Ian Buruma, çok sayıda güncel ve tarihsel örnekten yola çıkarak kitabında demokrasinin işlemesi için dinî inanca dayandırılan şiddetin durdurulması gerektiğine dikkat çekiyor.

ABD ile Avrupa’yı karşılaştıran Buruma, niçin çok sayıda Amerikalının –ve çok az sayıda Avrupalının- dini demokrasinin hizmetinde bir kurum olarak gördüğünü soruyor. Çin ve Japonya örneklerine dönerek, yalnızca tektanrılı dinlerin seküler siyaset için sorun yarattığına ilişkin yaygın inanca karşı çıkıyor.

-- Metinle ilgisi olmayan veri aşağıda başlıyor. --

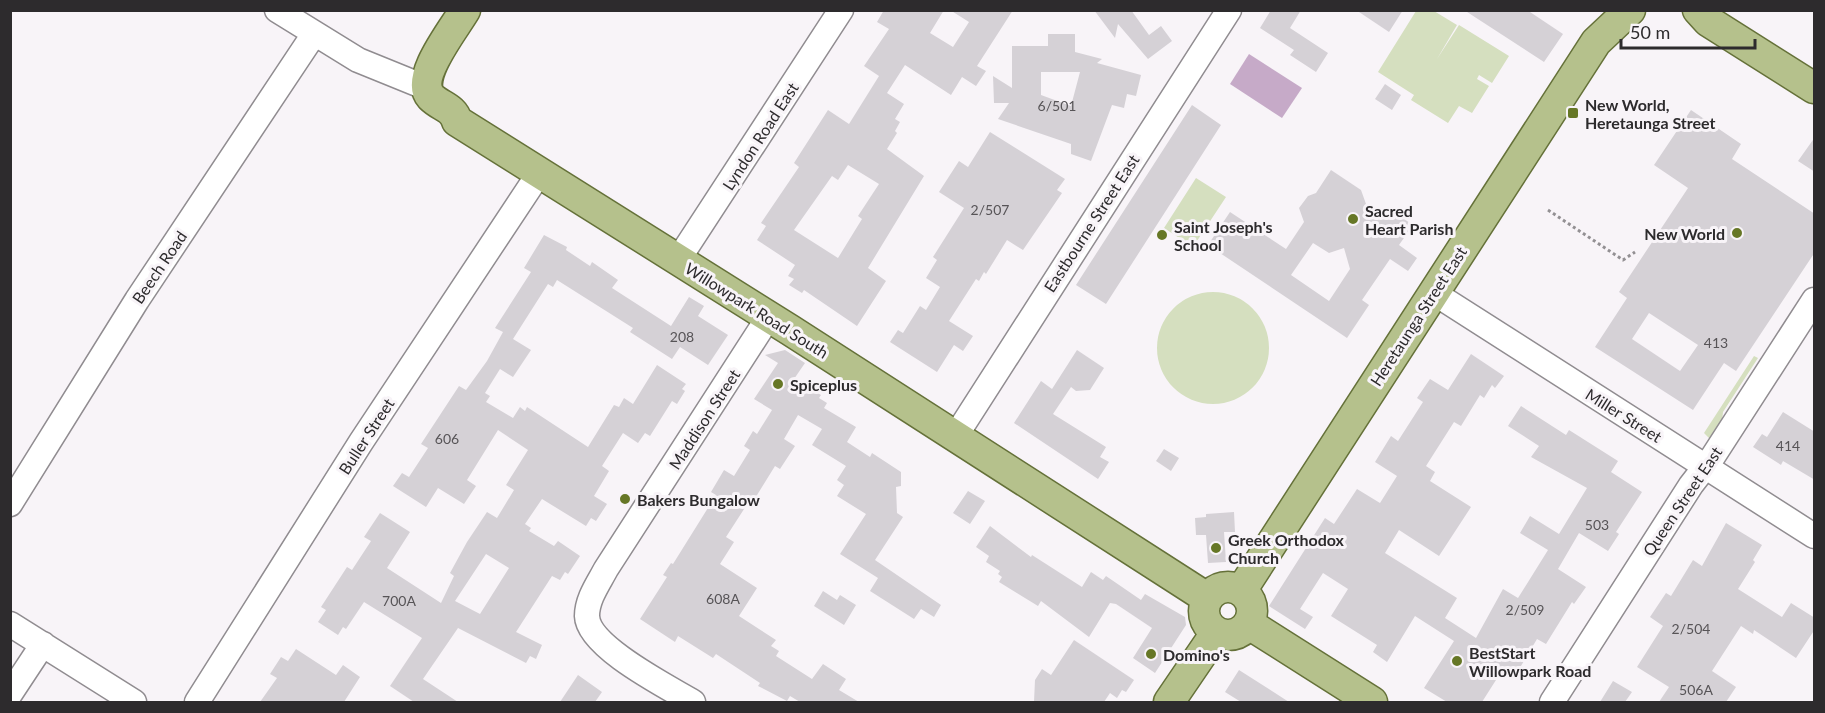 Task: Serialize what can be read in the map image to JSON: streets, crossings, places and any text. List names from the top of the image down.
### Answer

Ve çağdaş Avrupa’da görülen radikal İslam olgusunu, Salman Rushdie’nin Şeytan Ayetleri’nin yayımlandığı dönemde aldığı tehditlerden Theo van Gogh cinayetine uzanan farklı örneklerle gözden geçiriyor.
Taraf tutmamaya özen gösteren Buruma, “Batılı değerler”i savunanlar ile “çokkültürcü”ler arasındaki savaşın sorunlu yönlerini göstererek, demokratik bir Avrupa İslam’ının yaratılmasının “zorunlu” olduğunu vurguluyor.

Nasıl mı?
Öncelikle dini ezme girişimlerinin, demokrasi getirmek yerine genellikle dinî isyanlara ya da dinî şiddetin en kötü biçimlerine kadar kanlı siyasi kültlere yol açtığını hatırlatarak…
Örgütlü dinleri ezme girişimlerinin toplumlarda yarattığı ağır tahribatı hatırlatan Buruma, Nazizm ve Stalinizmi yad etmeyi ihmal etmeyerek, devletin mutlak hakikatin kaynağı olduğunu iddia ettiği böyle örneklerde her yolun kaçınılmaz olarak şiddete çıkacağının altını kuvvetle çiziyor.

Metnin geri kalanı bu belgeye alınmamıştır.